I.1. All payments owed by the Demand Partner to the Company shall be calculated solely on the basis of the Company’s measurement systems, ad servers, and reporting platforms (the “Company Measurements”). The Company Measurements shall constitute the sole and authoritative record for all event counts, and any other metrics used to calculate amounts due under this Agreement. The Company shall use commercially reasonable efforts to ensure the accuracy of the Company Measurements. In the event that the discrepancy between the Company Measurements and the Demand Partner’s measurements exceeds ten percent (10%) for the applicable reporting period, the Parties agree to work together in good faith to investigate the cause of the discrepancy and determine an appropriate resolution. Unless otherwise mutually agreed in writing, the Company Measurements shall remain controlling for billing purposes.

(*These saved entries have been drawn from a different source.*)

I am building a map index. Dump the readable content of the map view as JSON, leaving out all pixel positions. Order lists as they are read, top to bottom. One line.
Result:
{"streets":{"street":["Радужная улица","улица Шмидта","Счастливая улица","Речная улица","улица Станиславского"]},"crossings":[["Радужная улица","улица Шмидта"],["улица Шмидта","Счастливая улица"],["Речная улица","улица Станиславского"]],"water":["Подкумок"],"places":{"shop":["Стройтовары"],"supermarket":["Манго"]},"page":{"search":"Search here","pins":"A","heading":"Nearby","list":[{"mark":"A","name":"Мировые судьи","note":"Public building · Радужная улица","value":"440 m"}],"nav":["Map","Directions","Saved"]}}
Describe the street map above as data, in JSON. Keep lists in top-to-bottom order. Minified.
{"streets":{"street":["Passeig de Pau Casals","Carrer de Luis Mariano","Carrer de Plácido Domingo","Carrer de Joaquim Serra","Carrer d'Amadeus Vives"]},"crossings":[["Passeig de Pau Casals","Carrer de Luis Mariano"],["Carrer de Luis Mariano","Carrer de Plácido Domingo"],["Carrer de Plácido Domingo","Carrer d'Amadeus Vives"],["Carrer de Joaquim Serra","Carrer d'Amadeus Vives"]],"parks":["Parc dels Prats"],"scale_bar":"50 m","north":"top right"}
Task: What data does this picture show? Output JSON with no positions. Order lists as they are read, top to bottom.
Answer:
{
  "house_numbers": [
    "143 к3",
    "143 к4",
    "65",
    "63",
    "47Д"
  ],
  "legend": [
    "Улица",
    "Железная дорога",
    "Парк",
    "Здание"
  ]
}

I.2. In the event that Demand Partner believes it has identified a discrepancy between the Company’s Measurements and its own reporting for any given billing period, Demand Partner must notify the Company in writing within ten (10) business days of receipt of the applicable invoice, accompanied by full supporting documentation including relevant reporting screenshots, log-level data, and any applicable third-party verification reports. Demand Partner acknowledges that the submission of a discrepancy notice is a request for the Company to conduct a good-faith review and does not constitute a basis for withholding, deferring, or reducing any payment obligation. If Demand Partner does not submit a discrepancy notice within the ten (10) business day period, the Company’s Measurements for the applicable billing period will be deemed accepted for billing reconciliation purposes, and the parties will consider the related measurement figures to be final for that billing period.

J. Payment Terms

J.1. Demand Partner shall remit payment to the Company for all Advertising Inventory purchased from the Company in full within thirty (30) days of the date of each invoice issued by the Company (“Payment Due Date”). All amounts are stated and payable in U.S. dollars unless otherwise agreed in writing by the Parties. The amounts payable shall be in accordance with the Company’s Measurements.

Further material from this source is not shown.